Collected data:
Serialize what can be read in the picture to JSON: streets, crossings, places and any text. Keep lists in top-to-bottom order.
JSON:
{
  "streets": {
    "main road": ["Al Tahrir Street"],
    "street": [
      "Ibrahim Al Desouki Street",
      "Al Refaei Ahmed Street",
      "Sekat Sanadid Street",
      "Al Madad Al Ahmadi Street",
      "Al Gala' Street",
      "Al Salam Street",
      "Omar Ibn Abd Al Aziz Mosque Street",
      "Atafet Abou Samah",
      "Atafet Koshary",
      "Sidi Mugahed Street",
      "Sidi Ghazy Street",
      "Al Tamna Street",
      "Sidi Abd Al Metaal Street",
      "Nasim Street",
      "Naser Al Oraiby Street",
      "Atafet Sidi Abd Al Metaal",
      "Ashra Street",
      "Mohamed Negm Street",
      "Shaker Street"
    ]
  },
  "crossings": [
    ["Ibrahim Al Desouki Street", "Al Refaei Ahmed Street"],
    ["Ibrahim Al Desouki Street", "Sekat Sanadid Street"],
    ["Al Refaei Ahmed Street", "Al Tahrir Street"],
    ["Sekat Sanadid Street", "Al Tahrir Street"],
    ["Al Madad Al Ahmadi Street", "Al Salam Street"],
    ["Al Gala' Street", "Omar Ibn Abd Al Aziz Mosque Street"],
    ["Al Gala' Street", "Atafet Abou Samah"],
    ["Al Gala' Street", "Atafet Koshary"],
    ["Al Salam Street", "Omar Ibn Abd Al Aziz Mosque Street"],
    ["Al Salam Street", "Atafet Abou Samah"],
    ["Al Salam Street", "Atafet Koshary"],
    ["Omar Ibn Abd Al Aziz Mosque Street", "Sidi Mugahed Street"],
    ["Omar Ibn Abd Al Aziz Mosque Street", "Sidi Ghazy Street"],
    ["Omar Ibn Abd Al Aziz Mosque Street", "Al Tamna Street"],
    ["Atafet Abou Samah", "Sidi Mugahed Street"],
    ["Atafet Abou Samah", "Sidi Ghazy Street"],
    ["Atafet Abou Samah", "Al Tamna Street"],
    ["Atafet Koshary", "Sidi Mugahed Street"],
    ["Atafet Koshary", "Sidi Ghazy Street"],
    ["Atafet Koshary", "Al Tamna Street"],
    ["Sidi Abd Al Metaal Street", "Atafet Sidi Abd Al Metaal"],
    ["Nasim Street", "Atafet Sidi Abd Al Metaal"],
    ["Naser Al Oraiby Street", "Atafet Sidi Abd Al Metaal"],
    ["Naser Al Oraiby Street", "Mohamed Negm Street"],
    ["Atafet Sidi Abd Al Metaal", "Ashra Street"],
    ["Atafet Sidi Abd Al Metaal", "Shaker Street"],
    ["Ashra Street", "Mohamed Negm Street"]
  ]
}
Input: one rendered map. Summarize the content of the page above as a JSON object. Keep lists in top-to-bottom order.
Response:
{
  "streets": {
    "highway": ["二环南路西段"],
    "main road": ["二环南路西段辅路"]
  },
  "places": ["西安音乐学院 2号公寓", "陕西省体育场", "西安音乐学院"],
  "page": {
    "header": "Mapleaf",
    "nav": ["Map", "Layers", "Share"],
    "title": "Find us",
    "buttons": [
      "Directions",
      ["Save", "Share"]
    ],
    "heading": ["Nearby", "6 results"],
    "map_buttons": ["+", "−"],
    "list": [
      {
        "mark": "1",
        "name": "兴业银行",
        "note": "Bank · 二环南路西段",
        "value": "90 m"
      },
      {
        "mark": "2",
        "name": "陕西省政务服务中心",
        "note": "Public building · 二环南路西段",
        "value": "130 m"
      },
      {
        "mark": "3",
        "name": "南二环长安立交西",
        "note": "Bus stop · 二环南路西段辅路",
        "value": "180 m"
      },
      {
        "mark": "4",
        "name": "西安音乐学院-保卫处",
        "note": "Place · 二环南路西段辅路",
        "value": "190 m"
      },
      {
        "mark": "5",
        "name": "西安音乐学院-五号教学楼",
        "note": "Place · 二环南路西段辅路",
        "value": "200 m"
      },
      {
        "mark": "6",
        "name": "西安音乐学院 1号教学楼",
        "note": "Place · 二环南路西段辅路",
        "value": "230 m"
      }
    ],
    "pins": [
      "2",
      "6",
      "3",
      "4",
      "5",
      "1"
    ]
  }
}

(Description of the task) Repeat exactly the lines above, starting with the first line of the records and finishing with the line holding "Input: one rendered". Add no other line.

(Task result)
Serialize what can be read in the picture to JSON: streets, crossings, places and any text. Keep lists in top-to-bottom order.
JSON:
{
  "streets": {
    "main road": ["Al Tahrir Street"],
    "street": [
      "Ibrahim Al Desouki Street",
      "Al Refaei Ahmed Street",
      "Sekat Sanadid Street",
      "Al Madad Al Ahmadi Street",
      "Al Gala' Street",
      "Al Salam Street",
      "Omar Ibn Abd Al Aziz Mosque Street",
      "Atafet Abou Samah",
      "Atafet Koshary",
      "Sidi Mugahed Street",
      "Sidi Ghazy Street",
      "Al Tamna Street",
      "Sidi Abd Al Metaal Street",
      "Nasim Street",
      "Naser Al Oraiby Street",
      "Atafet Sidi Abd Al Metaal",
      "Ashra Street",
      "Mohamed Negm Street",
      "Shaker Street"
    ]
  },
  "crossings": [
    ["Ibrahim Al Desouki Street", "Al Refaei Ahmed Street"],
    ["Ibrahim Al Desouki Street", "Sekat Sanadid Street"],
    ["Al Refaei Ahmed Street", "Al Tahrir Street"],
    ["Sekat Sanadid Street", "Al Tahrir Street"],
    ["Al Madad Al Ahmadi Street", "Al Salam Street"],
    ["Al Gala' Street", "Omar Ibn Abd Al Aziz Mosque Street"],
    ["Al Gala' Street", "Atafet Abou Samah"],
    ["Al Gala' Street", "Atafet Koshary"],
    ["Al Salam Street", "Omar Ibn Abd Al Aziz Mosque Street"],
    ["Al Salam Street", "Atafet Abou Samah"],
    ["Al Salam Street", "Atafet Koshary"],
    ["Omar Ibn Abd Al Aziz Mosque Street", "Sidi Mugahed Street"],
    ["Omar Ibn Abd Al Aziz Mosque Street", "Sidi Ghazy Street"],
    ["Omar Ibn Abd Al Aziz Mosque Street", "Al Tamna Street"],
    ["Atafet Abou Samah", "Sidi Mugahed Street"],
    ["Atafet Abou Samah", "Sidi Ghazy Street"],
    ["Atafet Abou Samah", "Al Tamna Street"],
    ["Atafet Koshary", "Sidi Mugahed Street"],
    ["Atafet Koshary", "Sidi Ghazy Street"],
    ["Atafet Koshary", "Al Tamna Street"],
    ["Sidi Abd Al Metaal Street", "Atafet Sidi Abd Al Metaal"],
    ["Nasim Street", "Atafet Sidi Abd Al Metaal"],
    ["Naser Al Oraiby Street", "Atafet Sidi Abd Al Metaal"],
    ["Naser Al Oraiby Street", "Mohamed Negm Street"],
    ["Atafet Sidi Abd Al Metaal", "Ashra Street"],
    ["Atafet Sidi Abd Al Metaal", "Shaker Street"],
    ["Ashra Street", "Mohamed Negm Street"]
  ]
}
Input: one rendered map. Summarize the content of the page above as a JSON object. Keep lists in top-to-bottom order.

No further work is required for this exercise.